Türkiye'nin Karadeniz'deki başarısı
Bir ömür boyu hep hasretle kavrulduk. Bizim de birçok ülkeler gibi teknoloji ve enerji kaynaklarımız olur mu diye. Kullandığımız vasıtalar, trenler, uçaklar, gemiler hepsi yabancı menşeli idi. Daha on yıl evveline kadar teknik imkânlarımız son derece kısıtlı ve yetersizdi. Bu yüzden yabancı firmaları davet ederek, bunlara ülkemizin yer altı kaynaklarını çıkarması için izin verilirdi.
Elin gavuru bize
hizmet eder mi, zaten hiç bir zamanda zaten etmedi, dost gibi görünen düşmandan hizmet beklemek
asla mümkün olmadı. Onun için yapılan
çalışmalardan doğru dürüst sonuç alınamadı.

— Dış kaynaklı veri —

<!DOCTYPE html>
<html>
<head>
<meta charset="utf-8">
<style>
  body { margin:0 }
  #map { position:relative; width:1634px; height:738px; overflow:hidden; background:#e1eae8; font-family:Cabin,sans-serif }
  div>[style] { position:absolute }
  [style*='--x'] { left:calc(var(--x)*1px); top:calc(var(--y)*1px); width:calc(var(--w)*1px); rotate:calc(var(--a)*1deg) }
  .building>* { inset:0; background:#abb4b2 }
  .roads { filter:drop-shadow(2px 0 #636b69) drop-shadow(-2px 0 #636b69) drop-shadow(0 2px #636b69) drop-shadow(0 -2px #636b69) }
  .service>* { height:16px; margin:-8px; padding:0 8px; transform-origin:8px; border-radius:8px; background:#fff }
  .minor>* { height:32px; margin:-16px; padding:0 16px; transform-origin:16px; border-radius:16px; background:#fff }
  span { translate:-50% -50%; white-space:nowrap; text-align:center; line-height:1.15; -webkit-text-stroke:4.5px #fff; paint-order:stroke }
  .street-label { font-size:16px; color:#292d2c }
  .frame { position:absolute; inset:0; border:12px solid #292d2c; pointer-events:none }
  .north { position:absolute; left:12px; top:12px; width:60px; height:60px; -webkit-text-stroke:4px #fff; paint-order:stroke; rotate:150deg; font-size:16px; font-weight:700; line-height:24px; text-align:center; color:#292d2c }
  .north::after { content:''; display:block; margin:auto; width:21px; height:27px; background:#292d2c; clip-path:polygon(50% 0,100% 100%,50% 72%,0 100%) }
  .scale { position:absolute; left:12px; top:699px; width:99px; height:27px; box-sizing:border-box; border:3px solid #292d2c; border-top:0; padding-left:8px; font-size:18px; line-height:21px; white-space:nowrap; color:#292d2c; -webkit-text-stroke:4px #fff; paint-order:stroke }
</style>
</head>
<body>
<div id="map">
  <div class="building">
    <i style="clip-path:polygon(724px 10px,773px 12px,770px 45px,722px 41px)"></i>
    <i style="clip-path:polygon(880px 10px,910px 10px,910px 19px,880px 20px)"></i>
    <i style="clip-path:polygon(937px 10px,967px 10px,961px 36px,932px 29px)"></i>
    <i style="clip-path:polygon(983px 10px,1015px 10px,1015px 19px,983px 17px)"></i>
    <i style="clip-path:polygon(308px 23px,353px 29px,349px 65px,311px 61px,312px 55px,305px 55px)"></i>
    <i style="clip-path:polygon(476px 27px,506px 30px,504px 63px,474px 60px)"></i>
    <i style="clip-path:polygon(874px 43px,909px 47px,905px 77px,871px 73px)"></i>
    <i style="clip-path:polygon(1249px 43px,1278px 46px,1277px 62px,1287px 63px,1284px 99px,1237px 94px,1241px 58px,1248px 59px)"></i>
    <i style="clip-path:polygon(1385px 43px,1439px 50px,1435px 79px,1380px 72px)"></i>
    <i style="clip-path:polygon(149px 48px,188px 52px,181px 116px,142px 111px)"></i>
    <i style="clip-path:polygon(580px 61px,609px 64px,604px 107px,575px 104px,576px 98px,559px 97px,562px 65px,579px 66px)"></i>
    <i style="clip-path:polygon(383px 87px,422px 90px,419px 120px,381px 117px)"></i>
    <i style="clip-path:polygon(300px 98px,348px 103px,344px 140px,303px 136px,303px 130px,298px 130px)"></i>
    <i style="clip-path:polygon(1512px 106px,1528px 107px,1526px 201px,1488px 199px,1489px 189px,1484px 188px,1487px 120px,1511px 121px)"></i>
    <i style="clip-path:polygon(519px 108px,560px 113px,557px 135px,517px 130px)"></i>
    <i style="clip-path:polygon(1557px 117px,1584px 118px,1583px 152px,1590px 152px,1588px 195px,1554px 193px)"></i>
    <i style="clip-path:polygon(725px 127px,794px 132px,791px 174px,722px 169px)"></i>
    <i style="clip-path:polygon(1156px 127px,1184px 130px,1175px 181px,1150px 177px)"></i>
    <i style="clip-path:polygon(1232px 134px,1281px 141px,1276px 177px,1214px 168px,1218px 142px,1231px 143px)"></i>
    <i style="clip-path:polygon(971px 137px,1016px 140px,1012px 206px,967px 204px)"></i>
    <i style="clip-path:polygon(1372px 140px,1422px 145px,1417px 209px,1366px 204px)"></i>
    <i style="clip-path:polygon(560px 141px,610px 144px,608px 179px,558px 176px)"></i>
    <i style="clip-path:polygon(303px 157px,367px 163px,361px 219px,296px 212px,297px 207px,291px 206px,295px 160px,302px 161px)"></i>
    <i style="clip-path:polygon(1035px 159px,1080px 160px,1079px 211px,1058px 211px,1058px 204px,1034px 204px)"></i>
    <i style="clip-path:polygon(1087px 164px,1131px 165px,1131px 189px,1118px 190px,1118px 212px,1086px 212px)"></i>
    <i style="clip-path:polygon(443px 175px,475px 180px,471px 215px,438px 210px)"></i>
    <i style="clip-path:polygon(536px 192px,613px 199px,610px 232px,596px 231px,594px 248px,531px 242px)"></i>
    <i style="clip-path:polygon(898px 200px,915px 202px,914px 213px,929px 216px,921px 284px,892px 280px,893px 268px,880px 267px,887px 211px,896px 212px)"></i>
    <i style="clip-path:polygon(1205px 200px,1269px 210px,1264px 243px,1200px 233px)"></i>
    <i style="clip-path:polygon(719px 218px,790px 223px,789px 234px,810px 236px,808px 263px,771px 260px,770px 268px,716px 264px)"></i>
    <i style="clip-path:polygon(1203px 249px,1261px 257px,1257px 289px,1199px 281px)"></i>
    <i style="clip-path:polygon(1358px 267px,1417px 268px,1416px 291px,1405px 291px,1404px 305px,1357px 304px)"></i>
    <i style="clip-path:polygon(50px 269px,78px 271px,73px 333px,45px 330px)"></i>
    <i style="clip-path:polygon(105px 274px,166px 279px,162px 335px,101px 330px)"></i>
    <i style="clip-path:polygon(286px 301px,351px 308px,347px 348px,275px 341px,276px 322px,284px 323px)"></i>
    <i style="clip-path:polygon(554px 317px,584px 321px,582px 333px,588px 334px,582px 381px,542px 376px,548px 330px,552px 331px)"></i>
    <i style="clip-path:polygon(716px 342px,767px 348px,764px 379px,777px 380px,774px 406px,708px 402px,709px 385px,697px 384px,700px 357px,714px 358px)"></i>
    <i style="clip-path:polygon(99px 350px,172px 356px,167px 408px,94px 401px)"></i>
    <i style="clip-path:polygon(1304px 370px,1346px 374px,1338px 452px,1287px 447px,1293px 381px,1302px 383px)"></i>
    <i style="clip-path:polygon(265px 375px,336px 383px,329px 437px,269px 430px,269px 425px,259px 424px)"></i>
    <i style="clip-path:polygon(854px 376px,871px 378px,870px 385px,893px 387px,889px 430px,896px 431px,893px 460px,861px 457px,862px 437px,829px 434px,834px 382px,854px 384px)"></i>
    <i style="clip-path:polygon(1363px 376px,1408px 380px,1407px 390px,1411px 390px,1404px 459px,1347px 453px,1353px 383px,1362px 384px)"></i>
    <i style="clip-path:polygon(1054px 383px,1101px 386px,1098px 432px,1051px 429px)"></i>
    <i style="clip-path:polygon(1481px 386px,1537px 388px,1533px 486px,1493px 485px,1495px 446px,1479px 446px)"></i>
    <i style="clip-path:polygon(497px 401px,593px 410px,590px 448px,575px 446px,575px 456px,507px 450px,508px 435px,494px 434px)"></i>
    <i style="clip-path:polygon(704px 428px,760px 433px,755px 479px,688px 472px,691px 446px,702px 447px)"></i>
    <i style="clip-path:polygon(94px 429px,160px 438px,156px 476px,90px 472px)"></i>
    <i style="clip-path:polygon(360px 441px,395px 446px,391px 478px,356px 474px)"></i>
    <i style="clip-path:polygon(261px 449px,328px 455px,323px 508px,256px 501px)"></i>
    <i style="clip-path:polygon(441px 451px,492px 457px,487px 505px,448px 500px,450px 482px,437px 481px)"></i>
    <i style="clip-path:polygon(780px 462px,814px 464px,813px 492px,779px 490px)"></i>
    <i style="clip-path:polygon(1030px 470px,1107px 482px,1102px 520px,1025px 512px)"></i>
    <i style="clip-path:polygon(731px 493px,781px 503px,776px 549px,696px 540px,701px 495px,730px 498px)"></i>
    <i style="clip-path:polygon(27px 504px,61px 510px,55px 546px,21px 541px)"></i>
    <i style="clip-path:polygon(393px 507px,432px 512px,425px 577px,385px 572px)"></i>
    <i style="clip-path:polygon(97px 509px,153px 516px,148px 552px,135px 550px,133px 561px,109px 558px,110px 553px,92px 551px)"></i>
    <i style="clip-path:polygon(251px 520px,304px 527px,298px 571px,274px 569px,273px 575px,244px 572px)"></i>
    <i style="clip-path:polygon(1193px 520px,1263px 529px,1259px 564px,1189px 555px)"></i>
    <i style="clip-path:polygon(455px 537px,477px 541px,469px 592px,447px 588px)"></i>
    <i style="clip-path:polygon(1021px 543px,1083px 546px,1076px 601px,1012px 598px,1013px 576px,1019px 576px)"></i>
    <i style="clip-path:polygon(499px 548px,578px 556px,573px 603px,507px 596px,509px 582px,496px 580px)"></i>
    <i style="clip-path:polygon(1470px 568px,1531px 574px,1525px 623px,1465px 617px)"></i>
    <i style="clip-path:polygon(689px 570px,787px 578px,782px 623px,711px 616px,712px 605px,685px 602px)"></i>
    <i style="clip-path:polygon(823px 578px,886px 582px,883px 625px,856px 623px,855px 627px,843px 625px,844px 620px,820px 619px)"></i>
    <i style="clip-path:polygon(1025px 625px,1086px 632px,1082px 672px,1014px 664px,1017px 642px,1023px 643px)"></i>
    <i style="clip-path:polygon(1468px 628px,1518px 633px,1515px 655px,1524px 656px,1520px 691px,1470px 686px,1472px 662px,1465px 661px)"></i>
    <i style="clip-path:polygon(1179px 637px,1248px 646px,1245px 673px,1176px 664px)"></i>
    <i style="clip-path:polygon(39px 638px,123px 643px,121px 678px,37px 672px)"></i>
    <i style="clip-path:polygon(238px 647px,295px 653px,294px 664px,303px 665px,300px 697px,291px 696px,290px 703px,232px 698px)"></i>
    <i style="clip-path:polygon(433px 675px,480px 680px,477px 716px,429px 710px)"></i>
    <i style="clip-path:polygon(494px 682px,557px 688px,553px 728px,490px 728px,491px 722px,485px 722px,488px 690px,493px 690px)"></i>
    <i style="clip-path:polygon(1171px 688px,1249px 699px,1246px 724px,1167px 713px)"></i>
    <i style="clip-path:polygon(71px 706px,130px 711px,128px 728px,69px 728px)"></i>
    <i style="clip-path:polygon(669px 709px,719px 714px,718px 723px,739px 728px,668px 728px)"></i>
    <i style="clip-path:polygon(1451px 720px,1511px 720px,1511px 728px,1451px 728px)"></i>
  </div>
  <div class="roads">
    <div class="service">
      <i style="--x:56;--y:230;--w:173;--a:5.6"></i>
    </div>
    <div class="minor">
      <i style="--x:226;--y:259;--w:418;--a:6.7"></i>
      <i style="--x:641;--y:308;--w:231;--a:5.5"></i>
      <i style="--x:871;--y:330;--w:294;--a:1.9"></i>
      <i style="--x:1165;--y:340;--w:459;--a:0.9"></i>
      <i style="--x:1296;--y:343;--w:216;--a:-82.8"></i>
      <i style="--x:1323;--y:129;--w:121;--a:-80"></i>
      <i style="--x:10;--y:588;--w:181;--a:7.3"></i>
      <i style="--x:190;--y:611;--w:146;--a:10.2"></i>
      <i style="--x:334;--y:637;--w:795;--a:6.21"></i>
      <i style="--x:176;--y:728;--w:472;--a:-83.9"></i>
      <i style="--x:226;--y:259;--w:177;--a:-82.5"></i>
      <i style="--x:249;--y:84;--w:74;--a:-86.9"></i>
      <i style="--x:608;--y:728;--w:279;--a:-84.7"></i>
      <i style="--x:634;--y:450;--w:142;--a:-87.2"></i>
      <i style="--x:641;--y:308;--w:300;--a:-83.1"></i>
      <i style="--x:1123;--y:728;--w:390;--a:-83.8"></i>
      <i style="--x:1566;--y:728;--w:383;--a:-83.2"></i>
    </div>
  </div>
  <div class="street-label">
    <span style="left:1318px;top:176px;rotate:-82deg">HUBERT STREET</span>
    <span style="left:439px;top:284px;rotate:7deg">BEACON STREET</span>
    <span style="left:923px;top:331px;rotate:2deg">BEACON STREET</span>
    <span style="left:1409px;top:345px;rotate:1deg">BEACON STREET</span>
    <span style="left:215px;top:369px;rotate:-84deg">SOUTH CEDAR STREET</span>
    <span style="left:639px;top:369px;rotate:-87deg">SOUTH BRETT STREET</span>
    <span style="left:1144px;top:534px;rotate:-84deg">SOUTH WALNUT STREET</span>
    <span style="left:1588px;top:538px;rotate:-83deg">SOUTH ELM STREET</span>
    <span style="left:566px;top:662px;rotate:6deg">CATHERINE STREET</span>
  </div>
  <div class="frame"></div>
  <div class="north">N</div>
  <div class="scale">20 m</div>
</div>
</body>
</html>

Yabancı firmalar ülkemizde, yer altı kaynaklarını bulmak için güya dağı
taşı taradılar, bir şey bulamadık diye şişkin faturaları boynumuza asıp,
arkalarına bakmadan defolup gittiler. İhanet üstüne hep ihaneti yaşadık ve
halen de yaşamaya devam ediyoruz.
Silah
sanayiinde de yerli üretime geçip, başarı elde etmemiz, birçok badire ve felaketleri atlatmamıza
vesile oldu. Yoksa başımıza daha neler gelirdi onu ancak Allah bilir. Ülkemize karşı yapılan ihanetler açıkça
gösterdi ki, eğer biz yeterli olan teknolojiye ulaşamazsak esaret zincirlerini
asla kıramayız. Şartları zorlayarak bağımsızlık hareketini gerçekleştirmekten
başka çaremiz yoktur. Onun için geceyi
gündüze katarak tamamen yerli imkanlarla yaptığımız ve gerekse dışardan
aldığımız gemiler ülkemize büyük bir güç kazandırdı. Fatih, Kanuni, Yavuz, sondaj gemileri ile birlikte Barbaros
Hayrettin ve Oruç reis sismik araştırma gemileri artık Kara denizin
hırçın, Ak denizin ise sakin sularında
seyrediyor.
Yer altındaki
kaynaklar sadece insan içindir. Maden, petrol, doğalgaz gibi nimetleri ancak
insanoğlu çıkarıp istifade edebilir.
Bazı
ülkeler, sadece yer altı kaynaklarından
elde ettikleri gelirlerle büyük servet sahibi oldular. Çünkü; yer altı kaynakları birer hazinedir, üretimi
yoktur, onları bulmak çıkarmak ve
kullanmak yeterlidir. Yerin binlerce metre derinliğine inerek bu hazineleri
bulmak, çıkarmak için elbette büyük bir
çaba ister, maliyeti yüksek olsa da
geliri ve kalkınmadaki payı harikadır.
Allah bütün
imkânları bizim için hazırlamıştır.
“Çalışınız, bulunuz” emrini
vererek, bizleri terakkiye sevk etmek için çok geniş alan açmıştır. Hz. Davut(a.s.)’un demiri hamur gibi
yumuşatması sanayiye, Hz. Musa’nın (a.s.) asasını yere vurup suyu çıkarması
sondaja işarettir. Bu mucizeler Kuran’da
anlatılan tarihi birer hikaye değildir,
sanayi ve teknolojiye ulaşmanın birer
ipuçlarıdır.
Türkiye
Karadeniz de çok büyük bir başarı elde etmiş ve bunun devamı da Allah’ın
izniyle gelecektir. Bu büyük başarıyı
dostlarımız sevinçle alkışlarken, düşmanlar surat asmış olsalar da, suratsızların hiçbir önemi yoktur ve her
hayırlı işin her zaman muzır maniler olmuştur.
Şartlar ne
olursa olsun morali yüksek tutmak azimle,
sabırla çalışmak ve geleceğe emin adımlarla ilerlemek rehberimiz
olmalıdır. Allah gelişmemizde emeği
geçenlerin yar ve yardımcısı olsun.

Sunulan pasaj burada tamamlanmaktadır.